* **What needs to be done**: Search term "linecap": work out how many lines of the data below contain it, and answer with that number alone.

* **Supplied material**:
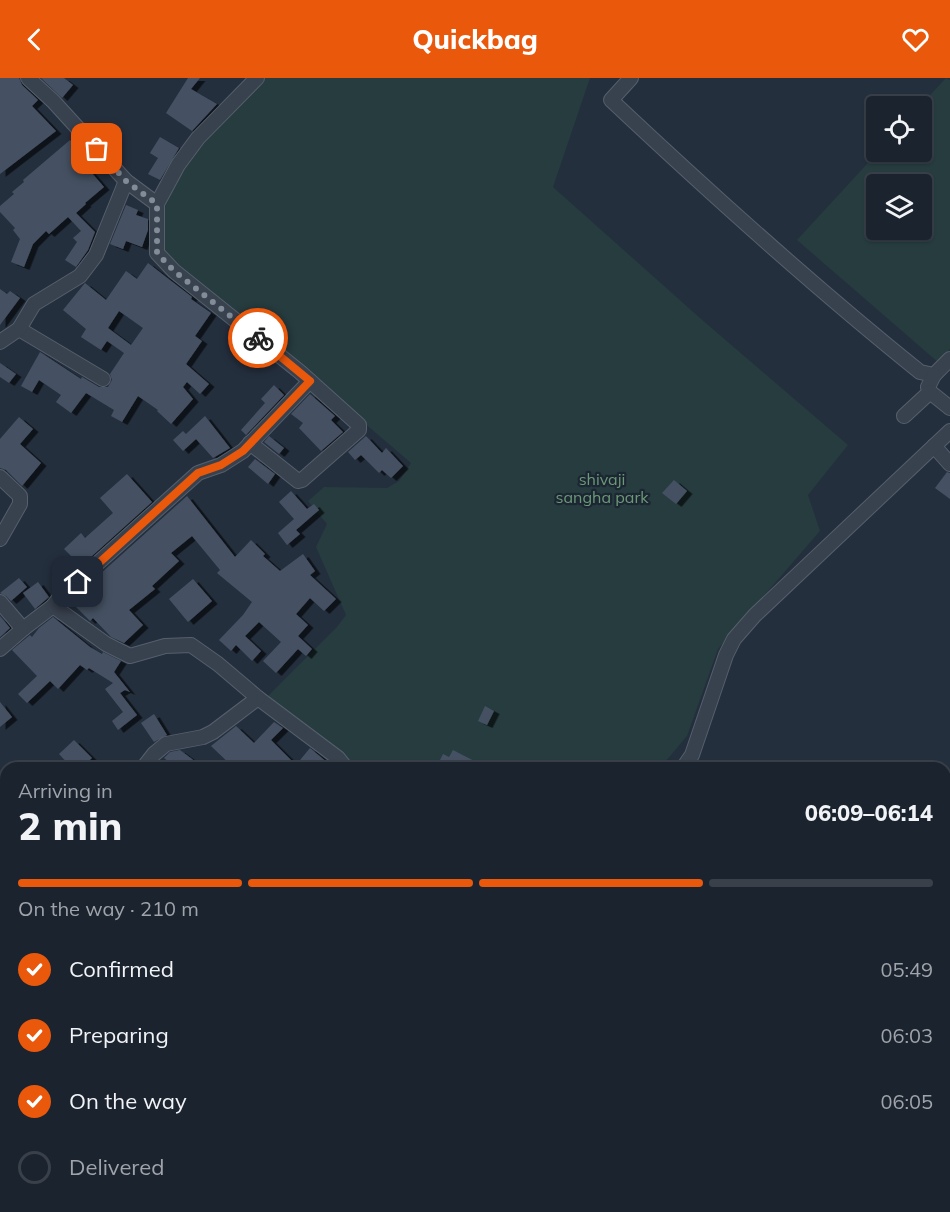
<!DOCTYPE html>
<meta charset="utf-8">
<style>
:root{--surface:#1b232e;--page:#282f3a;--text:#f1f3f6;--muted:#a0a4aa;--line:#39404a;--accent:#ea580c}
body{margin:0;font-family:Mulish,sans-serif;background:var(--page);color:var(--text);height:100vh;display:flex;flex-direction:column;font-size:22px;white-space:nowrap}
*{box-sizing:border-box;margin:0}
p{font-size:20px;color:var(--muted)}
.icon{flex:none;width:33px;height:33px;fill:none;stroke:currentColor;stroke-width:2;stroke-linecap:round;stroke-linejoin:round}
.map{position:relative;flex:1;overflow:hidden}
.side{position:absolute;left:0px;top:684px;width:951px;height:450px;display:flex;flex-direction:column;background:var(--surface);border-radius:18px 18px 0 0;box-shadow:0 2px 4px #0004,0 0 0 2px var(--line)}
.side>*{flex:none}
.tools{position:absolute;left:866px;top:18px;display:grid;gap:12px}
.tools a{display:grid;place-items:center;width:66px;height:66px;border-radius:6px;background:var(--surface);box-shadow:0 2px 4px #0004,0 0 0 2px var(--line);font-size:30px}
.pin{position:absolute;display:grid;place-items:center;width:51px;height:51px;color:#fff;margin:-26px;border-radius:12px;box-shadow:0 3px 9px #0006}
.courier{position:absolute;display:grid;place-items:center;width:60px;height:60px;margin:-30px;border:4px solid #ea580c;border-radius:50%;background:#fff;color:#222;box-shadow:0 2px 8px #0007}
.head em{font-style:normal;font-weight:800}
.head div{display:flex;flex-direction:column-reverse}
.head{display:flex;align-items:center;justify-content:space-between;height:102px;padding:0 18px}
h1{font-size:39px;font-weight:800;line-height:45px}
.bar{display:grid;grid-template-columns:repeat(4,1fr);gap:9px 6px;align-content:center;height:72px;padding:0 18px}
.bar i{height:8px;border-radius:4px;background:var(--line)}
.bar .current{background:var(--accent)}
.bar p{grid-column:span 4}
ol{padding:0 18px;list-style:none}
li{display:flex;align-items:center;gap:18px;height:66px}
li p{margin-inline-start:auto}
li .icon{padding:6px;border-radius:50%;background:var(--accent);color:#fff;stroke-width:4}
li:last-child{color:var(--muted)}
li i{width:33px;height:33px;border:3px solid var(--line);border-radius:50%}
header{display:flex;justify-content:space-between;align-items:center;height:78px;padding:0 18px;background:var(--accent);color:#fff;font-size:27px;font-weight:800}
.map>svg:first-child{display:block}
</style>
<header><svg class="icon" aria-label="back" viewBox="0 0 24 24"><path d="M15 5l-7 7 7 7"/></svg>Quickbag<svg class="icon" aria-label="heart" viewBox="0 0 24 24"><path d="M12 20l-8-8c-3-5 5-10 8-4 3-6 11-1 8 4z"/></svg></header>
<div class="map">
<svg width="950" height="1134" viewBox="0 0 950 1134">
<defs>
<filter id="shadow"><feDropShadow dx="5.5" dy="3" stdDeviation="0" flood-color="#0009"/></filter>
</defs>
<rect width="100%" height="100%" fill="#242f3e"/>
<!-- green -->
<g fill="#263c3f" fill-rule="evenodd">
<path d="M262,0H590L553,109L700,240L848,367L808,417L820,453L718,571L687,658L660,690H449L445,685H432L403,690H356L266,620L336,550L346,537L316,469L327,446L308,423L324,409L387,410L399,403L411,385L164,174V132L187,76Z"/>
<path d="M946,0L950,2V271L939,285L797,162L878,74H921L920,28ZM876,106H921V152H876Z"/>
<path d="M945,1112L950,1118V1134H878L872,1128H945Z"/>
</g>
<!-- water -->
<g fill="#394c67">
<path d="M443,1128H607V1134H449Z"/>
<path d="M746,1128H810L814,1132L812,1134H748Z"/>
<path d="M824,1128H860L861,1134H834Z"/>
</g>
<!-- building -->
<g fill="#455162" fill-rule="evenodd" filter="url(#shadow)">
<path d="M0,0H19L22,7L38,22L32,28L56,53L0,96Z"/>
<path d="M41,0H64L73,7L62,20Z"/>
<path d="M188,0H200L191,11L217,26L192,53L166,35Z"/>
<path d="M160,59L179,70L160,102L148,96L158,80L150,75Z"/>
<path d="M70,62L74,67L78,63L92,80L85,87L104,109L85,125L86,126L76,135L95,154L88,172L76,189L65,182L77,164L73,160L81,153L68,139L49,156L46,153L33,166L24,189L11,184L20,161L13,152L15,150L0,134V128L14,116L12,114L24,104L23,102Z"/>
<path d="M126,127L138,132L136,137L148,141V152L142,169L126,163L123,171L110,166Z"/>
<path d="M148,185L192,219L191,221L211,235L195,258L202,263L186,286L209,306L200,316L187,304L183,309L193,321L171,346L157,333L158,332L138,318L122,344L111,338L114,332L86,315L71,335L56,324L61,317L39,302L32,314L21,308L40,274L81,301L82,299L99,309H108L112,302L110,296L124,275L107,263L101,272L81,259L86,251L63,232L85,205L106,222L126,193L137,201ZM119,233L143,250L131,267L108,250Z"/>
<path d="M0,211L7,216L10,213L20,220L0,247Z"/>
<path d="M0,285L16,296L9,305L0,299Z"/>
<path d="M274,307L284,317L246,357L241,352L265,325L261,321Z"/>
<path d="M310,316L335,338L331,342L343,354L321,373L299,350L303,345L291,336Z"/>
<path d="M205,338L230,370L213,380L196,361L183,373L173,362L183,353L186,356Z"/>
<path d="M19,339L33,351L20,366L41,385L22,408L6,392L0,390V361Z"/>
<path d="M269,358L284,370L279,376L264,364Z"/>
<path d="M366,358L382,375L386,370L403,388L391,400L382,392L379,395L361,377L355,382L348,374Z"/>
<path d="M255,381L275,396L268,406L248,389Z"/>
<path d="M947,394L950,395V421L935,410Z"/>
<path d="M127,396L152,424L81,488L64,471L81,455L85,460L113,435L100,420Z"/>
<path d="M674,402L687,413L676,426L662,415Z"/>
<path d="M291,413L307,431L314,426L319,432L296,452L300,456L287,467L278,455L294,441L279,424Z"/>
<path d="M187,418L235,479L251,462L265,476L263,478L280,493L303,476L315,493L310,497L336,521L324,533L310,520L296,536L308,547L298,558L312,571L306,578L298,571L276,595L263,583L281,564L259,544L245,558L261,573L252,583L236,567L231,573L219,562L243,537L252,524L217,495L220,492L192,458L171,475L179,483L152,508L155,511L129,532L143,547L124,565L111,559L93,540L90,543L70,523Z"/>
<path d="M19,500L27,509L11,523L6,518L0,515Z"/>
<path d="M193,501L212,523L188,544L169,521Z"/>
<path d="M38,504L49,519L35,531L23,515Z"/>
<path d="M0,538L10,550L0,559Z"/>
<path d="M53,539L90,569L102,576L103,574L121,583L114,594L130,614L125,612L120,615L137,637L118,652L112,643L123,634L105,611L113,605L89,590L87,592L80,587L58,611L50,603L27,625L18,616L37,598L12,572L30,557L32,559L39,550Z"/>
<path d="M0,624L12,639L0,649Z"/>
<path d="M485,628L494,633L487,647L478,643Z"/>
<path d="M154,636L167,657L154,664L141,645Z"/>
<path d="M274,644L283,650L271,662L296,687L310,670L334,690H234L211,668L236,648L254,665Z"/>
<path d="M74,662L92,680L81,690H72L59,676Z"/>
<path d="M180,672L204,690H177L164,680L170,674Z"/>
<path d="M453,672L488,690H436L443,676L449,679Z"/>
</g>
<g fill="none" stroke-linecap="round" stroke-linejoin="round">
<defs>
<g id="minor">
<path d="M28,0L53,23L126,103L157,126"/>
<path d="M631,0L611,22C711,116 813,208 920,294L934,297L950,281"/>
<path d="M19,251L103,301"/>
<path d="M0,264L19,251L34,226L80,198L96,177L126,103"/>
<path d="M934,297L928,309L930,314L950,330"/>
<path d="M904,338L930,314"/>
<path d="M250,365L298,403L302,402L359,352V347L300,294L174,193L157,175V126L178,87L198,60L257,0"/>
<path d="M934,368L950,386"/>
<path d="M0,399L20,418V426L0,461"/>
<path d="M0,524L23,551L53,528L60,519L198,395L221,387L243,373L310,303"/>
<path d="M53,528L106,566L130,578L165,568L191,567L218,586L258,620L338,680L346,690"/>
<path d="M0,571L23,551"/>
<path d="M143,690L154,676L166,666L203,659L213,654L258,620"/>
<path d="M683,690L692,677L726,577L734,561L755,537L950,353"/>
<path d="M0,726L6,735"/>
<path d="M0,996L6,1027"/>
<path d="M25,1128L27,1134"/>
<path d="M179,1128L183,1134"/>
<path d="M105,1134L108,1128"/>
<path d="M620,1134L621,1128"/>
</g>
</defs>
<!-- minor casing -->
<use href="#minor" stroke="#565f6c" stroke-width="16"/>
<!-- minor -->
<use href="#minor" stroke="#38414e" stroke-width="14"/>
<!-- rail -->
<g stroke="#5a6575" stroke-width="4" stroke-dasharray="6 6" stroke-linecap="butt">
<path d="M0,833L6,848"/>
<path d="M0,857L6,871"/>
<path d="M0,887L6,907"/>
<path d="M0,928L6,948"/>
<path d="M46,1128L47,1134"/>
<path d="M58,1128V1134"/>
<path d="M77,1128L78,1134"/>
</g>
</g>
<g fill="none" stroke-linecap="round" stroke-linejoin="round">
<!-- done -->
<path stroke="#828b98" stroke-width="6" stroke-dasharray="0 10.8" d="M97,71L126,103L157,126V175L174,193L258,260"/>
<!-- route -->
<path stroke="#ea580c" stroke-width="8" d="M78,504L198,395L221,387L243,373L310,303L258,260"/>
</g>
<g text-anchor="middle" dominant-baseline="central" stroke-width="4.5" stroke-linejoin="round" paint-order="stroke">
<!-- park labels -->
<g font-size="16" fill="#6b9a76" stroke="#1d2633">
<text x="602" y="401">shivaji<tspan x="602" dy="18">sangha park</tspan></text>
</g>
</g>
</svg>
<div class="tools">
<a><svg class="icon" aria-label="locate" viewBox="0 0 24 24"><circle cx="12" cy="12" r="6"/><path d="M12 2v4M12 18v4M2 12h4M18 12h4"/></svg></a>
<a><svg class="icon" aria-label="layers" viewBox="0 0 24 24"><path d="M12 4l9 5-9 5-9-5zM3 14l9 5 9-5"/></svg></a>
</div>
<div class="pin" style="left:97px;top:71px;background:#ea580c"><svg class="icon" aria-label="bag" viewBox="0 0 24 24"><path d="M5 8h14l-1 12H6zM9 8a3 3 0 0 1 6 0"/></svg></div>
<div class="pin" style="left:78px;top:504px;background:#1f2937"><svg class="icon" aria-label="home" viewBox="0 0 24 24"><path d="M3 11l9-7 9 7M6 9v11h12V9"/></svg></div>
<div class="courier" style="left:258px;top:260px"><svg class="icon" aria-label="bike" viewBox="0 0 24 24"><circle cx="6" cy="16" r="4"/><circle cx="18" cy="16" r="4"/><path d="M6 16l4-8h5l3 8M10 8l3 8H6M13 5h3"/></svg></div>
<section class="side">
<div class="head"><div><h1>2 min</h1><p>Arriving in</p></div><em>06:09–06:14</em></div>
<div class="bar"><i class="current"></i><i class="current"></i><i class="current"></i><i></i><p>On the way · 210 m</p></div>
<ol>
<li><svg class="icon" aria-label="check" viewBox="0 0 24 24"><path d="M5 12l5 5 9-10"/></svg>Confirmed<p>05:49</p></li>
<li><svg class="icon" aria-label="check" viewBox="0 0 24 24"><path d="M5 12l5 5 9-10"/></svg>Preparing<p>06:03</p></li>
<li><svg class="icon" aria-label="check" viewBox="0 0 24 24"><path d="M5 12l5 5 9-10"/></svg>On the way<p>06:05</p></li>
<li><i></i>Delivered</li>
</ol>
</section>
</div>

* **Answer to this task**: 4